Difference between revisions of "Extracting bilingual dictionaries with Giza++"
m |
|||
Line 126: | Line 126: | ||
[[Category:Documentation]] |
[[Category:Documentation]] |
||
[[Category:Documentation in English]] |
Latest revision as of 11:53, 26 September 2016
This page explains how to use a parallel corpus and Giza++ to extract bilingual dictionaries for Apertium.
You need[edit]
- Giza++
- Moses
- Morphological analyser/disambiguator for each language
- Some scripts
Get your corpus[edit]
Let's take for example the forvaltningsordbok
Norwegian--North Sámi corpus. It will have two files:
forvaltningsordbok.nob
: A list of sentences in Norwegianforvaltningsordbok.sme
: Translations of the previous sentences in North Sámi
Check to see if the files are the same length:
$ wc -l forvaltningsordbok.nob forvaltningsordbok.sme 161837 forvaltningsordbok.nob 161837 forvaltningsordbok.sme 323674 total
If the files are not the same length, then you need to go back and check your sentence alignment.
Process corpus[edit]
The raw corpus has surface forms, but if your languages are morphologically complex, then you would prefer to be aligning based on lemma and part-of-speech. So the first thing is to tag your corpus:
In Apertium the easiest way to do this is to run, e.g.

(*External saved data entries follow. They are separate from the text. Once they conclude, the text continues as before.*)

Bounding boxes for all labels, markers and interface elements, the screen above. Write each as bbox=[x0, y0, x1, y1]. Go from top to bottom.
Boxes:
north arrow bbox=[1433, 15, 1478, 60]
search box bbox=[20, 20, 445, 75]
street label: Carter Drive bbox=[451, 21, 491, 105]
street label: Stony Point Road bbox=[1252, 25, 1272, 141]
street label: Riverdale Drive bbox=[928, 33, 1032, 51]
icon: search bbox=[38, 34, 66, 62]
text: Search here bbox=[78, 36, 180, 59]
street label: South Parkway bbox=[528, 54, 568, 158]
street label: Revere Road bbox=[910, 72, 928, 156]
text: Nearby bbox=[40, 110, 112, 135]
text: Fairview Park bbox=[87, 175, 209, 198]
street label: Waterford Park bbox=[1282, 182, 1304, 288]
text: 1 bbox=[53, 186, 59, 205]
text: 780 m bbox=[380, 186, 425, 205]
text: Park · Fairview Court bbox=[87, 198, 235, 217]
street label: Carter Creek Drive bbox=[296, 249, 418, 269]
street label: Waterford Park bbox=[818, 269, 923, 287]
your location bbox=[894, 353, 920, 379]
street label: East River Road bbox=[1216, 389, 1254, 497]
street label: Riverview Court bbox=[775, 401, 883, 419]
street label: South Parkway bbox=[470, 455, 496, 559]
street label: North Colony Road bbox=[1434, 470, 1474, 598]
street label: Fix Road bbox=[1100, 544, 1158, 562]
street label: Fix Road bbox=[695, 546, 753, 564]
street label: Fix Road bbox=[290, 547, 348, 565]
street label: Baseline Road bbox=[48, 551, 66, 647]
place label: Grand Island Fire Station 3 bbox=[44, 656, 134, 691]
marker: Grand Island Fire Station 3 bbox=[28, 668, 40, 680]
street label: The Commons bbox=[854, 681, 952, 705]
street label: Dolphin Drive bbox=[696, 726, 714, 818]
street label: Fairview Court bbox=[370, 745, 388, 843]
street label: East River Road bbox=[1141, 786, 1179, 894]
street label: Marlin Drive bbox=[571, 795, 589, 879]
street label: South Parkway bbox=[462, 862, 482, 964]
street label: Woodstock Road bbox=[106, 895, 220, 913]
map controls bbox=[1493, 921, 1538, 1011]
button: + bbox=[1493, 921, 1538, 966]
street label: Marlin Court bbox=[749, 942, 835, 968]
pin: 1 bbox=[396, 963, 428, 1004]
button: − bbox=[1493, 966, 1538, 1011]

$ cat forvaltningsordbok.nob | apertium-destxt | lt-proc -w -e nb-nn.automorf.bin | cg-proc nb-nn.rlx.bin |\ apertium-tagger -g nb-nn.prob > forvaltningsordbok.tagged.nob $ cat forvaltningsordbok.sme | apertium-destxt | hfst-proc -w sme-nob.automorf.hfst | cg-proc sme-nob.rlx.bin |\ apertium-tagger -g sme-nob.prob > forvaltningsordbok.tagged.sme
Then remove the tags which are unnecessary using the process tags script (process-tags.py
) (for example number, and tense), e.g.
$ head forvaltningsordbok.tagged.nob | python process-tags.py nob.process-relabel > forvaltningsordbok.tagged.clean.nob $ head forvaltningsordbok.tagged.sme | python process-tags.py sme.process-relabel > forvaltningsordbok.tagged.clean.sme
You want to end up with results looking something like this:
$ head forvaltningsordbok.tagged.clean.nob 1<det><qnt> 558,4<det><qnt> million<n><m> krone<n><m> i<pr> *spillemidler til<pr> idrett+formål<n><nt> for<pr> 2010<det><qnt> søk<n><nt> hos<pr> kulturdepartement<n><nt> søk<n><nt> på<pr> hel<adj> regjering<n><m> *no tips<n><nt> en<det><qnt> venn<n><m> $ head forvaltningsordbok.tagged.clean.sme 1_558,4<Num> miljon<Num> ruvdno<N> spealat+ruhta<N> falástallan+ulbmil<N> 2010<Num> s<N><ABBR> ohca<N> kulturdepartemeanta<N> siidu<N> ohcat<V><TV> ollis<A> ráđđehus<N> no<Pcle> *as cavgilit<V><TV> ustit<N>
Make sure your files are the same length:
$ wc -l forvaltningsordbok.tagged.clean.nob forvaltningsordbok.tagged.clean.sme 159841 forvaltningsordbok.tagged.clean.nob 159841 forvaltningsordbok.tagged.clean.sme 319682 total
Align corpus[edit]
Now use Moses to align your corpus in order to get the probabilistic dictionaries:
$ nohup perl ~/local/bin/scripts-20120109-1229/training/train-model.perl -scripts-root-dir \ /home/fran/local/bin/scripts-20120109-1229/ -root-dir . -corpus forvaltningsordbok.tagged.clean \ -f sme -e nob -alignment grow-diag-final-and -reordering msd-bidirectional-fe \ -lm 0:5:/home/fran/corpora/europarl/europarl.lm:0 >log 2>&1 &
Note: Remember to change all the paths in the above command!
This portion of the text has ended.